From the first line of the entries below, reproduce everything exactly through the line with "height:6px; margin:-3px; padding:0", and nothing more.

─── DATA UNDER STUDY ───

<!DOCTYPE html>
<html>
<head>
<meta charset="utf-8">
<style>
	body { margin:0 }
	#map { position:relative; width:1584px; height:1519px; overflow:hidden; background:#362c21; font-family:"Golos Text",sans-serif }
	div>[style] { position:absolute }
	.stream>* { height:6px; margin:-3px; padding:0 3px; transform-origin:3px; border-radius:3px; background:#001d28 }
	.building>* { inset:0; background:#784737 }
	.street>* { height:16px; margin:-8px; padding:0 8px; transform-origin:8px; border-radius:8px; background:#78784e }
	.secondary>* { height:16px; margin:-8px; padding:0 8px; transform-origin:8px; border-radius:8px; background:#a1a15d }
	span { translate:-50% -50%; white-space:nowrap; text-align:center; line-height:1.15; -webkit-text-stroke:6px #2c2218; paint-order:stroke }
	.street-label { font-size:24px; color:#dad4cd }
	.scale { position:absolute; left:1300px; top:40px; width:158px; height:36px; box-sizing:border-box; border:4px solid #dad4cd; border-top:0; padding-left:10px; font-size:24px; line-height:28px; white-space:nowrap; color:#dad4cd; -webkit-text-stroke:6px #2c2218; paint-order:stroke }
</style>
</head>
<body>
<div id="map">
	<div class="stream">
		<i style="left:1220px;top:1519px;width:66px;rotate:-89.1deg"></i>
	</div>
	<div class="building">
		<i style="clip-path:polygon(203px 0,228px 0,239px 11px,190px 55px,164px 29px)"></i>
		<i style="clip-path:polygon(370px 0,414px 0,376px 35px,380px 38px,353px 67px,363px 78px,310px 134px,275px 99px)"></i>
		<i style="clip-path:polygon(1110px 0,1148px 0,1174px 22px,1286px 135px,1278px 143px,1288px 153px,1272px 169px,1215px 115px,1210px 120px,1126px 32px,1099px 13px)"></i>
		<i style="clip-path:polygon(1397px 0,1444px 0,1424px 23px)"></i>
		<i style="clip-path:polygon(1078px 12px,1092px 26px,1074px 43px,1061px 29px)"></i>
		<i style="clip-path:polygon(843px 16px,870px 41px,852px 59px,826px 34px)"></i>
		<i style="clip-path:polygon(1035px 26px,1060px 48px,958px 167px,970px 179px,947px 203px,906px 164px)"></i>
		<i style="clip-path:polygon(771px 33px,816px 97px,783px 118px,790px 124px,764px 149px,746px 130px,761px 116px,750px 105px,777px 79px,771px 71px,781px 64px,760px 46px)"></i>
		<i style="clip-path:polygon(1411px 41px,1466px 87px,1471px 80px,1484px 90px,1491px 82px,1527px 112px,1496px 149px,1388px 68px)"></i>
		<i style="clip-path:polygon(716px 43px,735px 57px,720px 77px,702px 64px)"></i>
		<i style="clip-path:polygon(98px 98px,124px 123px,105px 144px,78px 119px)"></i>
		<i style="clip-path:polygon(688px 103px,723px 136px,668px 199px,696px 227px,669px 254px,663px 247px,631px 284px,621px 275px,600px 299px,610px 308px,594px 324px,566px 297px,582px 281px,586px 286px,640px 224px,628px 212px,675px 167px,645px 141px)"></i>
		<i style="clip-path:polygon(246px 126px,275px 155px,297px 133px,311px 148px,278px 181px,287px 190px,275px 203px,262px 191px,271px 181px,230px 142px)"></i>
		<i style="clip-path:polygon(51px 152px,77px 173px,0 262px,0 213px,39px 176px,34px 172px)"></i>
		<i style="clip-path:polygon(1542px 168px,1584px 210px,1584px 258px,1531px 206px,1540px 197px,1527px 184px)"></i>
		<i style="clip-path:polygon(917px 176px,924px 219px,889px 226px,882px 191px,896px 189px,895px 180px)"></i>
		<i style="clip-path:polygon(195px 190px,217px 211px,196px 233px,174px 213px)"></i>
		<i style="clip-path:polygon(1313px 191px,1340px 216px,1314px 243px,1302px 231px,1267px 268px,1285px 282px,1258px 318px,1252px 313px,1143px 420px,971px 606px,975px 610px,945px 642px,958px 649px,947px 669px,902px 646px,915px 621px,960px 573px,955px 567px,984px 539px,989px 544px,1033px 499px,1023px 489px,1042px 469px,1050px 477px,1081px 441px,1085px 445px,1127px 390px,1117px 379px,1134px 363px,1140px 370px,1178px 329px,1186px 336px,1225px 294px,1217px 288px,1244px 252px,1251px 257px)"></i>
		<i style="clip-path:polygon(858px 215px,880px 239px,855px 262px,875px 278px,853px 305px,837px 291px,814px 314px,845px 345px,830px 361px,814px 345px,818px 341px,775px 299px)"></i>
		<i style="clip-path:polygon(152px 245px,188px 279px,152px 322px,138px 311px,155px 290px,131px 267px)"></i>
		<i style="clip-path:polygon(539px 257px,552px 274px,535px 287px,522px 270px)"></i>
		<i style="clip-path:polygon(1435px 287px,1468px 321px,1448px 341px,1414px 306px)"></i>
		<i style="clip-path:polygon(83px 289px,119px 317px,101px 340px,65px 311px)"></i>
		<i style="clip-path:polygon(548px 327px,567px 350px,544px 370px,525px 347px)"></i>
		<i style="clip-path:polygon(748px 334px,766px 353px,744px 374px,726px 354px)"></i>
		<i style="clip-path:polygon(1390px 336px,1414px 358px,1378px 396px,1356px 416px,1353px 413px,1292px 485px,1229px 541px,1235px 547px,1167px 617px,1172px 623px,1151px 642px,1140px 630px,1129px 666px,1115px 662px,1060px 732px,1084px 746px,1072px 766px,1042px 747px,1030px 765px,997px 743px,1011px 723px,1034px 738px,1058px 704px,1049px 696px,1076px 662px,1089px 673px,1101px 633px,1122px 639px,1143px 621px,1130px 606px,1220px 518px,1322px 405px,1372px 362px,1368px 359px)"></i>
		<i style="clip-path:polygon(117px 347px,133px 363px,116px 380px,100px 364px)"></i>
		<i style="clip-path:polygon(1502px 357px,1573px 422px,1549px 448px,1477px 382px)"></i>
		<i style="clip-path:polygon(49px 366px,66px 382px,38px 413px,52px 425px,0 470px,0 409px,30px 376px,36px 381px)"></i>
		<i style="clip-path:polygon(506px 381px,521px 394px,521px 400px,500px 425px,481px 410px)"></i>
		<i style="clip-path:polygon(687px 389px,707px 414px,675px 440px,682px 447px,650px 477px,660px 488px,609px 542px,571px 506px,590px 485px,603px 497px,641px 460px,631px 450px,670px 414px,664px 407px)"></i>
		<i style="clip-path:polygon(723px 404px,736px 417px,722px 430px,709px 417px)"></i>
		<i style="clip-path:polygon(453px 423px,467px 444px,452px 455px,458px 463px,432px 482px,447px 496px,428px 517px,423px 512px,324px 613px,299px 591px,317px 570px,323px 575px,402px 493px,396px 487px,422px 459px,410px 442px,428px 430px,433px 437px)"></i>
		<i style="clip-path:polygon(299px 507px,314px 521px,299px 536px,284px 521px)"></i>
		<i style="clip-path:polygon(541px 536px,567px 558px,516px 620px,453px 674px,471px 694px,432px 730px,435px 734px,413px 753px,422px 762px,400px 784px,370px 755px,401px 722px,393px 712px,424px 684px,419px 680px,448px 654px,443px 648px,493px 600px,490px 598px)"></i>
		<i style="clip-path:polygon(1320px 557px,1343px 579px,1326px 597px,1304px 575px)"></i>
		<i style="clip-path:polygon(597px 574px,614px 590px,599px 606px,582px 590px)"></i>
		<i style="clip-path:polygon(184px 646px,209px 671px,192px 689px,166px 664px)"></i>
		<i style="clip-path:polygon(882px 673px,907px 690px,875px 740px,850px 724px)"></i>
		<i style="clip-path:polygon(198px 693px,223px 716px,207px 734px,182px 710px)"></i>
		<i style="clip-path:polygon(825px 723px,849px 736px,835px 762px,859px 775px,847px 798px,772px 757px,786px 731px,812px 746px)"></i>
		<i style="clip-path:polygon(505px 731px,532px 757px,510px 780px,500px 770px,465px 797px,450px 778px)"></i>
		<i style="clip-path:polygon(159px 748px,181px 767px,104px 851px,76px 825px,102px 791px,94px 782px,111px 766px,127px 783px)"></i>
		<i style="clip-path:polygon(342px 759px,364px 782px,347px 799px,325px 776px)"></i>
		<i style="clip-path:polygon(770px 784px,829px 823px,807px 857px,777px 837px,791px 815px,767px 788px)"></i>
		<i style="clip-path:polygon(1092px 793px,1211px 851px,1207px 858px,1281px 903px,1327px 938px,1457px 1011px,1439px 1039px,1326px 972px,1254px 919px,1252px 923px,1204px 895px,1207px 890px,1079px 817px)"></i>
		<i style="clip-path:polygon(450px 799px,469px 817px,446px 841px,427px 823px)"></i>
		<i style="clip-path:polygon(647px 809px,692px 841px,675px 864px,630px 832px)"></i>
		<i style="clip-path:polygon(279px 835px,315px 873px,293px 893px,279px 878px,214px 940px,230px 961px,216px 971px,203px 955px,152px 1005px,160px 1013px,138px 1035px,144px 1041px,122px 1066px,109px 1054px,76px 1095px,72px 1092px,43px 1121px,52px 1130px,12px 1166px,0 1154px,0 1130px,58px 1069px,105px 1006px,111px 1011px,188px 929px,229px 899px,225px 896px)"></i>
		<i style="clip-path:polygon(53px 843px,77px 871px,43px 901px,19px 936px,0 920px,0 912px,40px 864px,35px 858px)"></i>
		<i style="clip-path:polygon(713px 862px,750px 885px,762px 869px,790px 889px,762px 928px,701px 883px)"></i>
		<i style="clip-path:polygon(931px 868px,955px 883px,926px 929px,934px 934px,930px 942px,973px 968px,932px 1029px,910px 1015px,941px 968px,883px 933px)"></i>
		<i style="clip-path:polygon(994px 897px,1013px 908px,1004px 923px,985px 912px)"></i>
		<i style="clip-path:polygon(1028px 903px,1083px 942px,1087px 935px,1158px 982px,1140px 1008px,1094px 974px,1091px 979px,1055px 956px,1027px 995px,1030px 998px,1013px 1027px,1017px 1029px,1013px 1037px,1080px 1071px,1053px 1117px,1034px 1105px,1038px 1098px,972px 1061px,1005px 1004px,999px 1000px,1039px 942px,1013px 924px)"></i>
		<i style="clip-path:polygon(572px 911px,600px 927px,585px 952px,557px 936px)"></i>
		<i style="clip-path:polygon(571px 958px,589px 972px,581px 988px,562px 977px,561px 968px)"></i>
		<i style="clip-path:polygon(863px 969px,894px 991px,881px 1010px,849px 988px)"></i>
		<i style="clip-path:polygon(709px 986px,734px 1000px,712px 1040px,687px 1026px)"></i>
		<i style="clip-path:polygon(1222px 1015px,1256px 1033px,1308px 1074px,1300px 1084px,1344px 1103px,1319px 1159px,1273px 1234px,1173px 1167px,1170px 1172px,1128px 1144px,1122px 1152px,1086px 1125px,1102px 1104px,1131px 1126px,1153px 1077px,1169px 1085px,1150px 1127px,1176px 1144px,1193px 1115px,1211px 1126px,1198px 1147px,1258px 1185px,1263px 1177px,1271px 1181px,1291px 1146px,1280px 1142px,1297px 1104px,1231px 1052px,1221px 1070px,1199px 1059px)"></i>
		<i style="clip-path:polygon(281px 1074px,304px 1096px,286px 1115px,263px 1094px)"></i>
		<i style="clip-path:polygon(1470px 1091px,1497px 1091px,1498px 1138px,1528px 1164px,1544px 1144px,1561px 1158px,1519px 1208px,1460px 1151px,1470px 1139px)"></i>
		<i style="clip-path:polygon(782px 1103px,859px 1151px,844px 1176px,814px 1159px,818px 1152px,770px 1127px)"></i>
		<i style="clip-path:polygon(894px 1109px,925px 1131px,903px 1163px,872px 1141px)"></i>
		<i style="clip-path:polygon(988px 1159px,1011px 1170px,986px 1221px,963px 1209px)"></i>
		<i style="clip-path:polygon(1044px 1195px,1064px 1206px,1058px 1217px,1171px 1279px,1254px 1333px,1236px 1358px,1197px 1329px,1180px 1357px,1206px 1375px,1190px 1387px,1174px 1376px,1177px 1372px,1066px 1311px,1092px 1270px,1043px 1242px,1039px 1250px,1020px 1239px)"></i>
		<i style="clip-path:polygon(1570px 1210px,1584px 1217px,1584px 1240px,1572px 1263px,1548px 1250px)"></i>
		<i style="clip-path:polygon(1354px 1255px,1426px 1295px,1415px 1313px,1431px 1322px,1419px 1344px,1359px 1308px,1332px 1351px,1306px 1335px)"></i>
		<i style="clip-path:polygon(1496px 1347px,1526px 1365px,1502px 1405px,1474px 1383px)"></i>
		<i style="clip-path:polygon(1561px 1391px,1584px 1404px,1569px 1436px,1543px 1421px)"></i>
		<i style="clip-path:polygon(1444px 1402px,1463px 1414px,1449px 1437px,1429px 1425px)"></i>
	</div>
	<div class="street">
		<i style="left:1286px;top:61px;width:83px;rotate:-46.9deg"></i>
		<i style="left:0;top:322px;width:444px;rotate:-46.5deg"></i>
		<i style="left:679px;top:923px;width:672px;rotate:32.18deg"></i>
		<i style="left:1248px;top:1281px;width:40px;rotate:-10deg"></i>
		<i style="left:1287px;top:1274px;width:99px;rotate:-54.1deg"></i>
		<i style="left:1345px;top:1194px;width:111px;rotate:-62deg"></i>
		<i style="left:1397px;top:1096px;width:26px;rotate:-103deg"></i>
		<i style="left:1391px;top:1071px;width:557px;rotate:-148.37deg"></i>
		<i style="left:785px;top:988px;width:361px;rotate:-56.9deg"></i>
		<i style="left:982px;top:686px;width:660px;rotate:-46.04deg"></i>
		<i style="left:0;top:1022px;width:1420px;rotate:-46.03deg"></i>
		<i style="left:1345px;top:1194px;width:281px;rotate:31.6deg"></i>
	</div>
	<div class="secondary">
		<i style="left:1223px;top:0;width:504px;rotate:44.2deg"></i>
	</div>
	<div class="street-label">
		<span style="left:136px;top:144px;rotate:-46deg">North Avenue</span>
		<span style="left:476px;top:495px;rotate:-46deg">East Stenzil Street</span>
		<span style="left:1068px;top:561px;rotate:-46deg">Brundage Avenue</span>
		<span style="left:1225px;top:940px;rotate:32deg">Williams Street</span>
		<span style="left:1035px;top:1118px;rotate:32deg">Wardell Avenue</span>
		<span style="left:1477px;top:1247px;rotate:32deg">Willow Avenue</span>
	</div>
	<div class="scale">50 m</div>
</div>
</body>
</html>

───

### ANSWER SPACE
<!DOCTYPE html>
<html>
<head>
<meta charset="utf-8">
<style>
	body { margin:0 }
	#map { position:relative; width:1584px; height:1519px; overflow:hidden; background:#362c21; font-family:"Golos Text",sans-serif }
	div>[style] { position:absolute }
	.stream>* { height:6px; margin:-3px; padding:0 3px; transform-origin:3px; border-radius:3px; background:#001d28 }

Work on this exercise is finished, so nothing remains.